» **PROBLEM DESCRIPTION**:
Lines in the records below that contain the word "left" must each be copied.

Extracted records
-- -- --

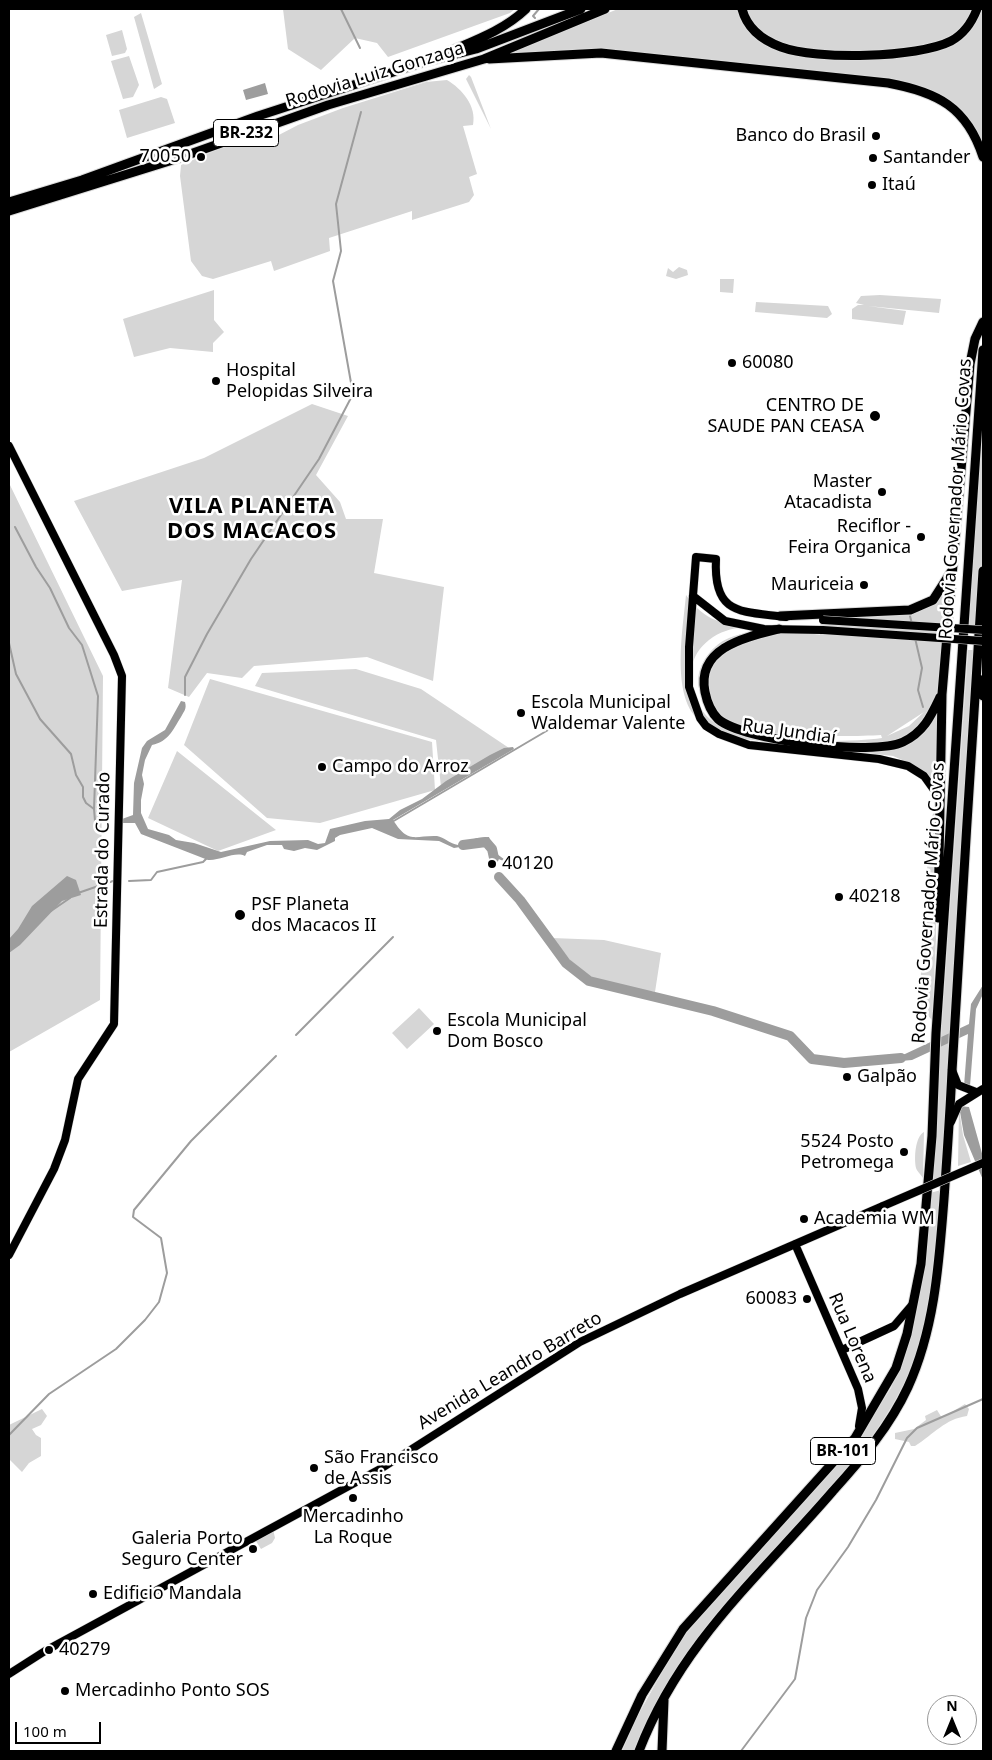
<!DOCTYPE html>
<html>
<head>
<meta charset="utf-8">
<style>
  body { margin:0 }
  #map { position:relative; width:992px; height:1760px; overflow:hidden; background:#fff; font-family:"Noto Sans",sans-serif }
  canvas { display:block }
  .frame { position:absolute; inset:0; border:10px solid #000; pointer-events:none }
  .north { position:absolute; left:927px; top:1695px; width:50px; height:50px; box-sizing:border-box; background:#fff; border:1px solid #999; border-radius:50%; rotate:0deg; font-size:14px; font-weight:700; line-height:20px; text-align:center; color:#000 }
  .north::after { content:''; display:block; margin:auto; width:18px; height:22px; background:#000; clip-path:polygon(50% 0,100% 100%,50% 72%,0 100%) }
  .scale { position:absolute; left:15px; top:1722px; width:86px; height:22px; box-sizing:border-box; border:2px solid #000; border-top:0; padding-left:6px; font-size:15px; line-height:18px; white-space:nowrap; color:#000; -webkit-text-stroke:4px #fff; paint-order:stroke }
</style>
</head>
<body>
<div id="map">
<canvas width="992" height="1760"></canvas>
<div class="frame"></div>
<div class="north">N</div>
<div class="scale">100 m</div>
</div>
<script>
const c = document.querySelector('canvas').getContext('2d');
c.lineJoin = 'round';
function fillPath(path, color) {
  c.fillStyle = color;
  c.fill(path, 'evenodd');
}
function stroke(path, color, width, dash) {
  c.strokeStyle = color;
  c.lineWidth = width;
  c.lineCap = dash ? 'butt' : 'round';
  c.setLineDash(dash || []);
  c.stroke(path);
}
function write(font, color, halo, rows, align = 'center') {
  c.font = font + ' "Noto Sans",sans-serif';
  c.lineWidth = 5;
  c.setLineDash([]);
  c.textBaseline = 'middle';
  c.strokeStyle = halo;
  c.fillStyle = color;
  for (const [text, x, y, turn = 0] of rows) {
    c.save();
    c.translate(x, y);
    c.rotate((+turn || 0) * Math.PI / 180);
    c.textAlign = isNaN(turn) ? turn : align;
    if (halo) c.strokeText(text, 0, 0);
    c.fillText(text, 0, 0);
    c.restore();
  }
}
fillPath(new Path2D(`
  M 283,9 L 515,9 L 510,13 L 388,57 L 377,43 L 355,38 L 321,70 L 288,49 Z
  M 618,9 L 982,9 L 983,147 L 978,136 L 927,89 L 908,83 L 606,52 L 496,58 Z
  M 141,13 L 162,84 L 154,89 L 134,17 Z
  M 122,30 L 127,49 L 125,53 L 112,56 L 106,35 Z
  M 129,56 L 139,85 L 133,97 L 123,99 L 111,61 Z
  M 469,75 L 471,77 L 491,129 L 466,79 Z
  M 447,80 C 462,89 477,106 473,125 L 463,126 L 477,174 L 469,177 L 474,195 L 469,202 L 412,220 L 412,211 L 329,238 L 330,251 L 274,271 L 271,261 L 213,279 L 202,276 L 191,261 L 180,176 L 181,165 L 240,140 L 265,140 L 275,137 L 298,125 L 343,108 L 426,82 Z
  M 161,97 L 167,99 L 175,123 L 127,138 L 119,110 Z
  M 679,267 L 687,270 L 688,275 L 676,279 L 666,276 L 668,268 L 673,272 Z
  M 720,279 L 734,279 L 733,293 L 720,292 Z
  M 214,290 L 214,320 L 224,332 L 213,343 L 213,352 L 170,348 L 134,357 L 123,319 Z
  M 880,295 L 941,299 L 939,313 L 868,306 L 906,311 L 903,325 L 852,319 L 852,309 L 858,305 L 864,305 L 856,303 L 861,296 Z
  M 756,302 L 828,306 L 832,314 L 827,318 L 755,312 Z
  M 312,404 L 348,416 L 316,475 L 340,502 L 346,519 L 383,519 L 374,573 L 444,587 L 433,681 L 367,657 L 254,666 L 242,678 L 207,673 L 189,697 L 168,688 L 182,580 L 122,591 L 74,501 L 204,458 Z
  M 983,417 L 983,549 L 978,627 L 968,626 Z
  M 9,483 L 103,676 L 100,1000 L 9,1052 Z
  M 953,579 L 939,795 L 909,763 L 893,756 L 744,739 C 729,735 710,729 698,719 C 671,695 683,628 686,595 C 701,617 719,624 744,627 C 731,629 720,631 709,640 C 677,665 690,711 723,728 C 753,743 847,743 882,738 L 881,735 C 850,737 750,738 726,722 C 716,715 706,705 701,694 C 691,673 709,646 729,638 C 756,628 792,630 820,635 L 821,613 L 913,611 ZM 924,712 L 909,726 L 887,736 Z
  M 968,650 L 975,650 L 942,1177 L 931,1180 Z
  M 356,669 L 421,689 L 509,748 L 441,787 L 436,740 L 255,686 L 262,673 Z
  M 210,679 L 432,742 L 435,790 L 320,823 L 267,818 L 184,745 Z
  M 177,751 L 276,830 L 218,851 L 148,818 Z
  M 935,810 L 936,939 L 932,1020 L 919,1006 L 930,820 Z
  M 552,938 L 604,940 L 661,953 L 655,992 L 598,984 L 570,960 Z
  M 419,1008 L 434,1024 L 407,1049 L 392,1033 Z
  M 959,1108 L 963,1135 L 971,1162 L 958,1166 Z
  M 924,1132 L 923,1178 C 921,1175 917,1171 916,1168 C 914,1158 915,1137 924,1132 Z
  M 941,1190 C 936,1249 935,1312 911,1368 C 887,1425 848,1469 807,1515 C 742,1587 671,1659 634,1751 L 622,1751 L 637,1717 L 680,1640 L 869,1422 L 891,1388 L 902,1358 L 930,1193 Z
  M 965,1404 L 969,1409 L 967,1416 C 945,1419 934,1434 915,1446 L 911,1446 L 909,1442 L 895,1439 L 895,1433 L 914,1429 L 926,1420 L 925,1416 L 937,1410 L 942,1418 Z
  M 42,1409 L 47,1416 L 41,1425 L 32,1429 L 36,1435 L 41,1438 L 41,1456 L 29,1463 L 22,1472 L 9,1459 L 9,1425 Z
  M 273,1529 L 275,1538 L 272,1543 L 261,1549 L 254,1538 Z`), '#d6d6d6');
fillPath(new Path2D(`
  M 265,83 L 268,94 L 246,100 L 243,90 Z
  M 181,701 L 185,702 C 187,709 184,711 181,717 C 172,731 169,741 152,745 L 145,760 L 142,775 L 144,784 L 141,800 L 141,813 L 148,829 L 169,835 L 176,840 L 194,843 L 221,852 L 270,841 L 308,840 L 318,844 L 325,843 L 330,829 L 365,821 L 389,819 L 400,810 L 422,799 L 446,781 L 490,755 L 504,748 L 513,747 L 514,749 L 393,820 C 409,845 415,835 437,836 C 444,837 450,844 458,845 L 477,838 L 489,837 L 494,852 L 511,864 L 491,856 L 490,844 C 480,837 465,847 454,848 L 439,841 L 398,839 L 372,828 L 340,835 L 335,838 L 335,841 L 317,850 L 305,848 L 294,851 L 284,849 L 282,845 L 267,845 L 247,852 L 245,856 C 235,851 220,861 208,860 L 141,834 L 135,823 L 123,823 L 122,819 L 133,815 L 134,783 L 142,748 L 147,741 L 165,730 Z
  M 67,876 L 76,880 L 81,895 L 62,901 L 20,945 L 9,953 L 9,939 L 18,929 L 32,906 Z
  M 983,985 L 983,994 L 976,1009 L 970,1086 L 964,1086 L 968,1034 L 912,1060 L 889,1062 L 890,1057 L 905,1054 L 969,1024 L 971,1004 Z
  M 959,1106 L 969,1107 L 983,1157 L 983,1180 L 964,1135 Z`), '#9d9d9d');
stroke(new Path2D(`
  M 341,9 L 360,48
  M 535,18 L 533,16 L 539,9
  M 15,527 L 36,567 L 50,588 L 69,628 L 82,645 L 98,696 L 94,809
  M 910,616 L 912,624
  M 915,638 L 922,668 L 918,690 L 923,707
  M 9,643 L 16,674 L 40,719 L 71,754 L 76,775 L 83,787 L 83,797 L 86,803 L 94,809 L 95,821 L 100,822
  M 185,695 L 185,677 L 207,634 L 251,559 L 319,459 L 353,394 L 333,281 L 341,251 L 336,204 L 361,112
  M 392,822 L 560,723
  M 129,881 L 151,880 L 157,872 L 203,862 L 207,858
  M 78,893 L 113,881
  M 51,911 L 70,898
  M 296,1035 L 393,937
  M 9,1435 L 49,1394 L 116,1349 L 145,1320 L 159,1302 L 167,1273 L 161,1238 L 133,1217 L 134,1210 L 191,1141 L 276,1056
  M 741,1751 L 795,1679 L 806,1618 L 817,1590 L 848,1547 L 876,1500 L 907,1438 L 917,1428 L 983,1399`), '#9d9d9d', 2);
stroke(new Path2D(`
  M 463,845 L 486,842 L 492,849 L 494,858
  M 499,877 L 520,900 L 566,963 L 589,981 L 713,1011 L 790,1036 L 812,1059 L 844,1063 L 901,1058`), '#9d9d9d', 10);
const major = new Path2D(`
  M 9,446 L 114,655 L 122,676 L 114,1024 L 78,1079 L 65,1140 L 54,1169 L 9,1255
  M 693,596 L 725,621 L 764,629 L 823,630
  M 786,617 C 741,611 713,616 716,559 L 696,557 L 689,647 L 689,687 L 700,718 L 706,726 L 719,734 L 749,745 L 879,759 L 908,766 L 924,776 L 939,797
  M 952,1070 L 958,1085 L 976,1092
  M 951,1122 L 959,1104 L 983,1089
  M 795,1244 L 858,1389 L 862,1408 L 859,1426
  M 842,1350 L 894,1326 L 912,1305
  M 9,1674 L 45,1651 L 382,1468 L 580,1342 L 680,1294 L 883,1206`);
const highway = new Path2D(`
  M 742,9 C 747,28 762,40 781,47 C 816,60 918,58 951,41 C 964,34 972,22 977,9
  M 448,52 C 476,40 504,30 526,9
  M 489,59 L 601,53 L 888,83 C 937,92 967,107 983,157
  M 9,202 L 82,180 L 258,116 L 421,63 L 476,49 L 581,9
  M 9,211 L 179,158 L 328,105 L 484,59 L 605,9
  M 780,616 L 910,610 L 933,600 L 951,572
  M 779,629 C 747,637 696,647 705,692 C 707,702 711,712 718,719 C 743,741 874,756 903,742 C 924,732 931,716 940,697
  M 979,679 L 983,696
  M 938,918 L 942,694 L 970,364 L 975,339 L 983,322
  M 616,1751 L 642,1695 L 683,1629 L 855,1438 L 896,1368 L 907,1334 L 921,1264 L 932,1136 L 936,1033 L 983,350
  M 639,1751 C 681,1642 759,1577 833,1491 C 862,1459 890,1426 908,1387 C 935,1328 939,1262 944,1199 C 947,1156 950,1114 952,1071 C 961,904 973,738 983,571
  M 662,1751 L 664,1700`);
stroke(major, '#dbdbdb', 9);
stroke(highway, '#dbdbdb', 11);
stroke(major, '#000', 8);
stroke(highway, '#000', 9);
const majorBridge = new Path2D(`
  M 823,620 L 983,630
  M 823,630 L 983,641
  M 883,1206 L 983,1163`);
stroke(majorBridge, '#dbdbdb', 9, []);
stroke(majorBridge, '#000', 8);
for (const [x, y, r, color] of [
  [876,136,5,"#000"],
  [201,157,5,"#000"],
  [873,158,5,"#000"],
  [872,185,5,"#000"],
  [732,363,5,"#000"],
  [216,381,5,"#000"],
  [875,416,6,"#000"],
  [882,492,5,"#000"],
  [921,537,5,"#000"],
  [864,585,5,"#000"],
  [521,713,5,"#000"],
  [322,767,5,"#000"],
  [492,864,5,"#000"],
  [839,897,5,"#000"],
  [240,915,6,"#000"],
  [437,1031,5,"#000"],
  [847,1077,5,"#000"],
  [904,1152,5,"#000"],
  [804,1219,5,"#000"],
  [807,1299,5,"#000"],
  [314,1468,5,"#000"],
  [353,1498,5,"#000"],
  [253,1549,5,"#000"],
  [93,1594,5,"#000"],
  [49,1650,5,"#000"],
  [65,1691,5,"#000"]
]) {
  const dot = new Path2D();
  dot.arc(x, y, r, 0, 2 * Math.PI);
  c.fillStyle = color;
  c.fill(dot);
  stroke(dot, '#fff', 2);
}
for (const [x, y, w] of [
  [246,133,65],
  [843,1451,65]
]) {
  const box = new Path2D();
  box.roundRect(x - w / 2, y - 13.5, w, 27, 4);
  c.fillStyle = '#fff';
  c.fill(box);
  stroke(box, '#000', 1);
}
write('bold 16px', '#000', null, [
  ["BR-232",246,133],
  ["BR-101",843,1451]
]);
write('18px', '#000', '#fff', [
  ["Rodovia Luiz Gonzaga",375,75,-17],
  ["Rodovia Governador Mário Covas",956,499,-86],
  ["Rua Jundiaí",789,732,8],
  ["Estrada do Curado",103,850,-89],
  ["Rodovia Governador Mário Covas",929,903,-86],
  ["Rua Lorena",852,1338,67],
  ["Avenida Leandro Barreto",510,1371,-31]
]);
write('18px', '#000', '#fff', [
  ["Banco do Brasil",866,136,"right"],
  ["70050",191,157,"right"],
  ["Santander",883,158],
  ["Itaú",882,185],
  ["60080",742,363],
  ["Hospital",226,371],
  ["Pelopidas Silveira",226,392],
  ["CENTRO DE",864,406,"right"],
  ["SAUDE PAN CEASA",864,427,"right"],
  ["Master",872,482,"right"],
  ["Atacadista",872,503,"right"],
  ["Reciflor -",911,527,"right"],
  ["Feira Organica",911,548,"right"],
  ["Mauriceia",854,585,"right"],
  ["Escola Municipal",531,703],
  ["Waldemar Valente",531,724],
  ["Campo do Arroz",332,767],
  ["40120",502,864],
  ["40218",849,897],
  ["PSF Planeta",251,905],
  ["dos Macacos II",251,926],
  ["Escola Municipal",447,1021],
  ["Dom Bosco",447,1042],
  ["Galpão",857,1077],
  ["5524 Posto",894,1142,"right"],
  ["Petromega",894,1163,"right"],
  ["Academia WM",814,1219],
  ["60083",797,1299,"right"],
  ["São Francisco",324,1458],
  ["de Assis",324,1479],
  ["Mercadinho",353,1517,"center"],
  ["La Roque",353,1538,"center"],
  ["Galeria Porto",243,1539,"right"],
  ["Seguro Center",243,1560,"right"],
  ["Edificio Mandala",103,1594],
  ["40279",59,1650],
  ["Mercadinho Ponto SOS",75,1691]
], 'left');
c.letterSpacing = '1px';
write('bold 22px', '#000', '#fff', [
  ["VILA PLANETA",252,507],
  ["DOS MACACOS",252,532]
]);
c.letterSpacing = '0px';
</script>
</body>
</html>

-- -- --

» **WRITTEN RESPONSE**:
  .north { position:absolute; left:927px; top:1695px; width:50px; height:50px; box-sizing:border-box; background:#fff; border:1px solid #999; border-radius:50%; rotate:0deg; font-size:14px; font-weight:700; line-height:20px; text-align:center; color:#000 }
  .scale { position:absolute; left:15px; top:1722px; width:86px; height:22px; box-sizing:border-box; border:2px solid #000; border-top:0; padding-left:6px; font-size:15px; line-height:18px; white-space:nowrap; color:#000; -webkit-text-stroke:4px #fff; paint-order:stroke }
], 'left');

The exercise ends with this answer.